One File Per Item: Why It Prevents Race Conditions and Simplifies Sync
Instead of one giant JSON array, Threlmark uses one file per item. This prevents race conditions because each file can be updated independently. When a card moves lanes, only its specific file changes. The `board.json` then self-heals to match the current set of cards.
For example, imagine multiple team members editing different cards on their laptops. Because each file updates atomically, no one step overwrites another’s work.
How Threlmark’s Architecture Supports Offline-First, Speed, and Privacy
Threlmark’s local-first design means you can work anywhere—no internet needed. Sync happens in the background, so your data stays current across devices. It’s instant, private, and under your control.
Let’s say you’re on a plane, planning your next big project. You edit cards, prioritize tasks, and review dependencies—just like you would in a cloud app, but offline. When you reconnect, sync quietly updates everything, keeping your workflow smooth.

Making External Tools and AI Agents Play Nice with Files
Threlmark’s contract-based approach lets any external tool or AI agent participate by reading and writing files directly. For example, an AI assistant can suggest a new task, save it in the `suggestions/` folder, and watch for the `reports/` folder to confirm completion.
This open, permissionless model means you can plug in tools without complex APIs. They just follow the contract—reading, updating, and trusting the shared files.
The Power of a Portable, Inspectable, Restartable System
Because the entire system is just files, you can back it up, migrate it, or inspect it with simple commands. For more insights, see Disk Is the Contract: Inside Threlmark’s Local-First Architecture. Want to move your setup to a new machine? Just copy the folder. Need to see what’s happening? Open a file. No database, no server, no lock-in.
This portability means your data is yours—always. It’s like having a digital notebook that’s always readable and ready to go.

Developer Simplicity: Why This Architecture Is a Developer’s Dream
Developers love this approach. No complex syncing layers or database schemas. Find out more in Disk Is the Contract: Inside Threlmark’s Local-First Architecture. Just read and write files. Handling conflicts? Merge patches. Moving to a new device? Copy the folder. It’s a straightforward, low-friction workflow.
For example, a team building a custom tool can extend Threlmark easily, just by reading and writing JSON files—no special SDKs or APIs needed.
Frequently Asked Questions
What does ‘disk is the contract’ really mean?
It means your local storage files are the authoritative record of your data, not a remote server.
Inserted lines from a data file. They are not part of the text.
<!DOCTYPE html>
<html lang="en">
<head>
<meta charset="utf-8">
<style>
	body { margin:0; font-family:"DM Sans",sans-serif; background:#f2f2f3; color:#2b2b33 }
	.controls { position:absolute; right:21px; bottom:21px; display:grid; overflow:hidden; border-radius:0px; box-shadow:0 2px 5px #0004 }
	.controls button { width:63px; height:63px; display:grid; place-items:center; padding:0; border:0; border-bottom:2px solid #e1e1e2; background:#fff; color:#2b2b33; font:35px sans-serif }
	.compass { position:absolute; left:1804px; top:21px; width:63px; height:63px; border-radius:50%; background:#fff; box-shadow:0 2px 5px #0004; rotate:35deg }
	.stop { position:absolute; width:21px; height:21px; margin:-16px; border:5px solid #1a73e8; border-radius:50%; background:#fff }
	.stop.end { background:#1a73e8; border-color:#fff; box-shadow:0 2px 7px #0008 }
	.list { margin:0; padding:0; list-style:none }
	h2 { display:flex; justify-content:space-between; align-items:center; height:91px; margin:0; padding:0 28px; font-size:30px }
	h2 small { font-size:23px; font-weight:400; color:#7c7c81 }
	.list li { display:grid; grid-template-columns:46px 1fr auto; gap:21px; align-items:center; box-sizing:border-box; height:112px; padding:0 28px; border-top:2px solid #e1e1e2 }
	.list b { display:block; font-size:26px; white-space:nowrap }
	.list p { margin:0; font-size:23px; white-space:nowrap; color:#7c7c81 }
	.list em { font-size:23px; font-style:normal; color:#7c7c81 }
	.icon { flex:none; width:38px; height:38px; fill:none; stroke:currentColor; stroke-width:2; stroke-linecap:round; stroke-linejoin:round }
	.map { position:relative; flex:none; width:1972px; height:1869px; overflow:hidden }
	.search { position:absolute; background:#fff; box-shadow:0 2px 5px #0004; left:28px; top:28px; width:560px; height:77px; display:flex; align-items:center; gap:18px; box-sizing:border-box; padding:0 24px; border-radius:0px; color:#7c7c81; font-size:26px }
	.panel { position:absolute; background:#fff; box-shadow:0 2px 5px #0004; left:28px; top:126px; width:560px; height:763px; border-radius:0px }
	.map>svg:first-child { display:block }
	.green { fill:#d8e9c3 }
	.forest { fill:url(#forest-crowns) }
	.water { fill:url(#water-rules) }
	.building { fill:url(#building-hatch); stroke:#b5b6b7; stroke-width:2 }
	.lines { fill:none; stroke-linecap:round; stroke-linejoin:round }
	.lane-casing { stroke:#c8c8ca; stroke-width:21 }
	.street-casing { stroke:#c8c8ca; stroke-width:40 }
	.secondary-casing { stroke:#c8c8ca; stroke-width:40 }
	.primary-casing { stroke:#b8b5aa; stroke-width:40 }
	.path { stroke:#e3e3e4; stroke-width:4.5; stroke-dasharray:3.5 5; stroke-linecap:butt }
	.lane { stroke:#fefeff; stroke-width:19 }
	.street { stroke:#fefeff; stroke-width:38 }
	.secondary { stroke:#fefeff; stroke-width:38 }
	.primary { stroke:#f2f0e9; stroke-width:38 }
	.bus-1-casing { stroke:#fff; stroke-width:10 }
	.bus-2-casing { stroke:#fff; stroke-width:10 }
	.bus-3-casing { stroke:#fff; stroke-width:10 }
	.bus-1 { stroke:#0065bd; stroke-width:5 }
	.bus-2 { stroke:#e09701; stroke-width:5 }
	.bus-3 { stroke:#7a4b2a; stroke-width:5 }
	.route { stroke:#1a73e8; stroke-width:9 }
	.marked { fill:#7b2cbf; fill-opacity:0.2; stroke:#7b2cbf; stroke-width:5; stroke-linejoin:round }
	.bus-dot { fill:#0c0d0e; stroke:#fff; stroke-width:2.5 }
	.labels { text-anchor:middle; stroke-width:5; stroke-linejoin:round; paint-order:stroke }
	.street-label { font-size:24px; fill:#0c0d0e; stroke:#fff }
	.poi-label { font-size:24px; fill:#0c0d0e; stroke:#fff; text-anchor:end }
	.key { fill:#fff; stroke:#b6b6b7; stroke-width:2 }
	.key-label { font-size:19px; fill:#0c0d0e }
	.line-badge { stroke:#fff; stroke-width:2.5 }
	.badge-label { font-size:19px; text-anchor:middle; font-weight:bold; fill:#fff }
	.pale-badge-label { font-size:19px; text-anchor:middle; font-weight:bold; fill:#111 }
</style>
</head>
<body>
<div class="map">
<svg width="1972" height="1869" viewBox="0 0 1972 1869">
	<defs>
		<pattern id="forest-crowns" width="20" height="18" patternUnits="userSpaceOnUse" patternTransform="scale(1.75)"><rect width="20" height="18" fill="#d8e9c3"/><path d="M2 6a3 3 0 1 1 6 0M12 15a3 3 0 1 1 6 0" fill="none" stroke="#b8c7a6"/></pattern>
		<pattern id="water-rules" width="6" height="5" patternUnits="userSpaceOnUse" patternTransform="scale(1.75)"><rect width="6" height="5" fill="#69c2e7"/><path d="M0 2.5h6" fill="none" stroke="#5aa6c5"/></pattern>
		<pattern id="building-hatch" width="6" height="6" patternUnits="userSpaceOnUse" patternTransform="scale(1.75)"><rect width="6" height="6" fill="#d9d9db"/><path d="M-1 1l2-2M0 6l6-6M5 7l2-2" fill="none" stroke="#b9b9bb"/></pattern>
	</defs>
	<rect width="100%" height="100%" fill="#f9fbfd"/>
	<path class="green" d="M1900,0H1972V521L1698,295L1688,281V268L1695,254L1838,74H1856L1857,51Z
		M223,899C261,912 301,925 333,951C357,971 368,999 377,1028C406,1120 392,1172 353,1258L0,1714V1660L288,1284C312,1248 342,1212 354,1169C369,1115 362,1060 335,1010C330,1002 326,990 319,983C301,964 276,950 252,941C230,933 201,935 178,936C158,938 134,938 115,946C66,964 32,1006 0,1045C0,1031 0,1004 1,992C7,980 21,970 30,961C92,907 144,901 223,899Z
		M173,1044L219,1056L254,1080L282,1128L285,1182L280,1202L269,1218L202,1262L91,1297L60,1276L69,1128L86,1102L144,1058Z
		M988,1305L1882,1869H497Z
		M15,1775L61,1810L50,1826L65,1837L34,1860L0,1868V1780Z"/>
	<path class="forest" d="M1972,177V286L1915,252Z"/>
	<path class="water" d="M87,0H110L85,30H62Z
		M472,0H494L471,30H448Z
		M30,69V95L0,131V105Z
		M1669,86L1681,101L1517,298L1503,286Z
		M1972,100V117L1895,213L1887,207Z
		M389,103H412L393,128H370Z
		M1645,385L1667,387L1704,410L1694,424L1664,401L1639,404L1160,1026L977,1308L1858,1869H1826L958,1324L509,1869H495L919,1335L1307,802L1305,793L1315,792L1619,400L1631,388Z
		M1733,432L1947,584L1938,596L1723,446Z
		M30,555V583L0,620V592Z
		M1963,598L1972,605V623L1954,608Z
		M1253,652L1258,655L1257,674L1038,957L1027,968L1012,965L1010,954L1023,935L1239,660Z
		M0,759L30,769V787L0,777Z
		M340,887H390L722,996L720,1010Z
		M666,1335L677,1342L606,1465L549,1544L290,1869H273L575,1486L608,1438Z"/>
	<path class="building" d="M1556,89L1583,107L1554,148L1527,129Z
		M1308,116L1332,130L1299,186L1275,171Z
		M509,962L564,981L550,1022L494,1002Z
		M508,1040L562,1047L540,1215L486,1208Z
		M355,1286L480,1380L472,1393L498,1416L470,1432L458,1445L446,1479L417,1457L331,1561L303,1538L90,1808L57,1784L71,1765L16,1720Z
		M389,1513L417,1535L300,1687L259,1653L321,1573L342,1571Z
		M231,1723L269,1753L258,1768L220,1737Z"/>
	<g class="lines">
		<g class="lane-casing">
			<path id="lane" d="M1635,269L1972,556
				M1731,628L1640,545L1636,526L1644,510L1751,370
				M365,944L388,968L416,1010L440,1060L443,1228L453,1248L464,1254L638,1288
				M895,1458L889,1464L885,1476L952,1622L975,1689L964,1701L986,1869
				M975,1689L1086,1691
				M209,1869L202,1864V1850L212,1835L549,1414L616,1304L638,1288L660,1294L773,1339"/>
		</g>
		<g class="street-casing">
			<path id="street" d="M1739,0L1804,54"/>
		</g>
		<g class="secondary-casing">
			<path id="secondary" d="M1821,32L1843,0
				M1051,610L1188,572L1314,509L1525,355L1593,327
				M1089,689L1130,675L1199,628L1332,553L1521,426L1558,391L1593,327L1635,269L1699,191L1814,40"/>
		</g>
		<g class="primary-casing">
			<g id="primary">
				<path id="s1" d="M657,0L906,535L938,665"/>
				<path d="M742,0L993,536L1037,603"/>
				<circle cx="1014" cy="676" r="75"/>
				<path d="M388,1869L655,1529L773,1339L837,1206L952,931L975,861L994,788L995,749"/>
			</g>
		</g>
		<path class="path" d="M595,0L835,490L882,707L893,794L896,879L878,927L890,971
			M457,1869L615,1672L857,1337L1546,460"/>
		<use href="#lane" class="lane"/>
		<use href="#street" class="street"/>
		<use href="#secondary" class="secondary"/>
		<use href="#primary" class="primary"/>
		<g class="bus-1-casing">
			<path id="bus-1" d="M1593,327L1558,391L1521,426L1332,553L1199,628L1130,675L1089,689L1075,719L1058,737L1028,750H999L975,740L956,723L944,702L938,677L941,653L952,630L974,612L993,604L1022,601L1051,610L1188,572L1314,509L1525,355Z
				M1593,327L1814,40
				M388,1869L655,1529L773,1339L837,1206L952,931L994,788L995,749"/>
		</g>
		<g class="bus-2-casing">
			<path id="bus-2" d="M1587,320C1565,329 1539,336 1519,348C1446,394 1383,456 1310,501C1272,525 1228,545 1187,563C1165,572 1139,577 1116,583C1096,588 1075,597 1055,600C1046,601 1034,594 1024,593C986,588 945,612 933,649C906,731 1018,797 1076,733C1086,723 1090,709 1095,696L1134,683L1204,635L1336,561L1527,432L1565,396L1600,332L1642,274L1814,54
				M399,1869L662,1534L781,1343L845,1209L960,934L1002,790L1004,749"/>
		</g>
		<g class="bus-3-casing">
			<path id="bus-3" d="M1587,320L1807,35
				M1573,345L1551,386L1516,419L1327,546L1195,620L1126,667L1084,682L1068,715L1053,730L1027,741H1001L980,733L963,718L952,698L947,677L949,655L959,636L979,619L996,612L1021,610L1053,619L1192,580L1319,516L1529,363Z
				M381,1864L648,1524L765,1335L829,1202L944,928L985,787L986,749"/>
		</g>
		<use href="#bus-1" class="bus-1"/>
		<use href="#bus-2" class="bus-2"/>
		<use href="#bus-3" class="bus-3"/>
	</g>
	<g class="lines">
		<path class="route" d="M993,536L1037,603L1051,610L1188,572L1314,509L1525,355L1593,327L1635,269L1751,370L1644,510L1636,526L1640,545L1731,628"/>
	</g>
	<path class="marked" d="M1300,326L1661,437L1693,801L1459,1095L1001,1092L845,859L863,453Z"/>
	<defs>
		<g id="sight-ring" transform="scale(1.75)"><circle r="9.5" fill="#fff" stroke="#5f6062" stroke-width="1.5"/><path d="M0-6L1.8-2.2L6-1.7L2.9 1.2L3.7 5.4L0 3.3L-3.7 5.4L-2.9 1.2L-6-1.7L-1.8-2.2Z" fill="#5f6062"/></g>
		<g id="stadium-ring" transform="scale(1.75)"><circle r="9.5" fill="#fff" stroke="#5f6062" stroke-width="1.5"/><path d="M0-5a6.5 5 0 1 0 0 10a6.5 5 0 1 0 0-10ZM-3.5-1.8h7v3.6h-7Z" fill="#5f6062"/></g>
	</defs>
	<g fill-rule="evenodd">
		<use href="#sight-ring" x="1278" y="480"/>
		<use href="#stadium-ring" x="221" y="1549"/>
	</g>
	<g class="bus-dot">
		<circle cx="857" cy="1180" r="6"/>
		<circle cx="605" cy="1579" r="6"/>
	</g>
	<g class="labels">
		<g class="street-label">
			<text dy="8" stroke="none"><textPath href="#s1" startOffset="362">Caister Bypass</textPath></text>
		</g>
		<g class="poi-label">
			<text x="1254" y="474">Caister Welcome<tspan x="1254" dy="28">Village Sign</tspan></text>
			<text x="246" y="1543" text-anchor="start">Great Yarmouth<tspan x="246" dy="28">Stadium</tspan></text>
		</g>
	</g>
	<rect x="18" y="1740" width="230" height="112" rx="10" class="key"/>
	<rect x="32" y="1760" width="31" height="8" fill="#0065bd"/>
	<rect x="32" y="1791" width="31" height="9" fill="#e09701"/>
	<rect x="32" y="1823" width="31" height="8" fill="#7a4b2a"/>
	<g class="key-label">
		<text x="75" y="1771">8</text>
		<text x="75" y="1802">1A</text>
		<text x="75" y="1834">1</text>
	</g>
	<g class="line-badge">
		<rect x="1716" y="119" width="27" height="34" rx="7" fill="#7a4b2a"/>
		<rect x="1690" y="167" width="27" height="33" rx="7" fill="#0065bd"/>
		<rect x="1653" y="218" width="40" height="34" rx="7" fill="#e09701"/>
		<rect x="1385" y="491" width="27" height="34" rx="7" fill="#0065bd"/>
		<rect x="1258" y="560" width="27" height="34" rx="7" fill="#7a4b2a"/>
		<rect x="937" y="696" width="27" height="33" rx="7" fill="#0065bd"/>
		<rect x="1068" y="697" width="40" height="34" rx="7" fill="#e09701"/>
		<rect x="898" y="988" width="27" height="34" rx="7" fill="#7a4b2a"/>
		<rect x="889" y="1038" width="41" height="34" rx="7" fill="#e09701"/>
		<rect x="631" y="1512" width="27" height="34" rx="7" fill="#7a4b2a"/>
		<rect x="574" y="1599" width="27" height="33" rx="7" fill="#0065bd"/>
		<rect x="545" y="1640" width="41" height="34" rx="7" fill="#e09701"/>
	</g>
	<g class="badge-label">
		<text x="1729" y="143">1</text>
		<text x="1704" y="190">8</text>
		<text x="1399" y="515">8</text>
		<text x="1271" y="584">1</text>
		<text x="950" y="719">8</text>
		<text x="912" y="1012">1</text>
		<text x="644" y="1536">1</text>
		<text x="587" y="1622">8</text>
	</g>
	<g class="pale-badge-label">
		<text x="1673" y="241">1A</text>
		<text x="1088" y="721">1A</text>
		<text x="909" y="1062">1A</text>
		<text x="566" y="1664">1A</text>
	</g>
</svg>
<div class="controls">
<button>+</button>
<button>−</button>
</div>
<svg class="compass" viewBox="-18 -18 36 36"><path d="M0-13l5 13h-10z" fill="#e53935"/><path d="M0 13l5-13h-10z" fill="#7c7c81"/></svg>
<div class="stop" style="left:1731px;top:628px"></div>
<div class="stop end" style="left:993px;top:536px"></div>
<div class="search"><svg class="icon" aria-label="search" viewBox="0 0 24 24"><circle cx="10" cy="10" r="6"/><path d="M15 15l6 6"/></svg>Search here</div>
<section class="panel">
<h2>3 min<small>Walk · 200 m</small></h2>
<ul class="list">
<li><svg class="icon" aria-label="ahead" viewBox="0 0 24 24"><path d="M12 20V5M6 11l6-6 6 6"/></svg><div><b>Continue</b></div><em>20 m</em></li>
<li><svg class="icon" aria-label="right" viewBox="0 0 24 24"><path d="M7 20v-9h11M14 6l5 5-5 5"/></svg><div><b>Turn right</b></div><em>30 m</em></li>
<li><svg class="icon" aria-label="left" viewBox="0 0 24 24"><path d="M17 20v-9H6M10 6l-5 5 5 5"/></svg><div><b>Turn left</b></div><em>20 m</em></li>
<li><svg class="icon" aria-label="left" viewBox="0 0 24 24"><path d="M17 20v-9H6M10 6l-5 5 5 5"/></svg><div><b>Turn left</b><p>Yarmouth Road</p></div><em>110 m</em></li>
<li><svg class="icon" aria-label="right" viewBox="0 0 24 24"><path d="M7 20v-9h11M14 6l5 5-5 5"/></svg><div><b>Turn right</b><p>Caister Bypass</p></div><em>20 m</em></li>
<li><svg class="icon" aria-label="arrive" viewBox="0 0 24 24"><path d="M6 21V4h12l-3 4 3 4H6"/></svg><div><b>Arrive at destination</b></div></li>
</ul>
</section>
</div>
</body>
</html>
Changes happen directly on your disk, making everything transparent, portable, and offline-capable.How does Threlmark handle conflicts when multiple devices update data?
It uses one file per item, so updates are atomic and independent. The system then reconciles the lane ordering and other metadata on each read, avoiding race conditions and data loss.Can I use external tools or AI with this setup?
Absolutely. Since the data is just files, any tool that reads and writes JSON can participate—making automation, AI, and integrations straightforward without special APIs.Is my data private and secure?
Yes. Because everything lives on your device, you control access. No need to trust a third-party server—your data stays local unless you choose to sync or share.Do I still need a cloud or backend server?
Not necessarily. Threlmark’s design minimizes reliance on servers, using sync only for collaboration or backup. Your primary work environment is your local disk.Conclusion
When the disk is the contract, your data becomes truly yours—easy to back up, move, and understand. Threlmark’s simple yet powerful architecture shows that a folder full of JSON files can handle complex workflows without a single server or database.
Imagine a future where your project data is always at your fingertips, fast, private, and fully under your control. That’s the promise of disk as the contract. Why settle for less?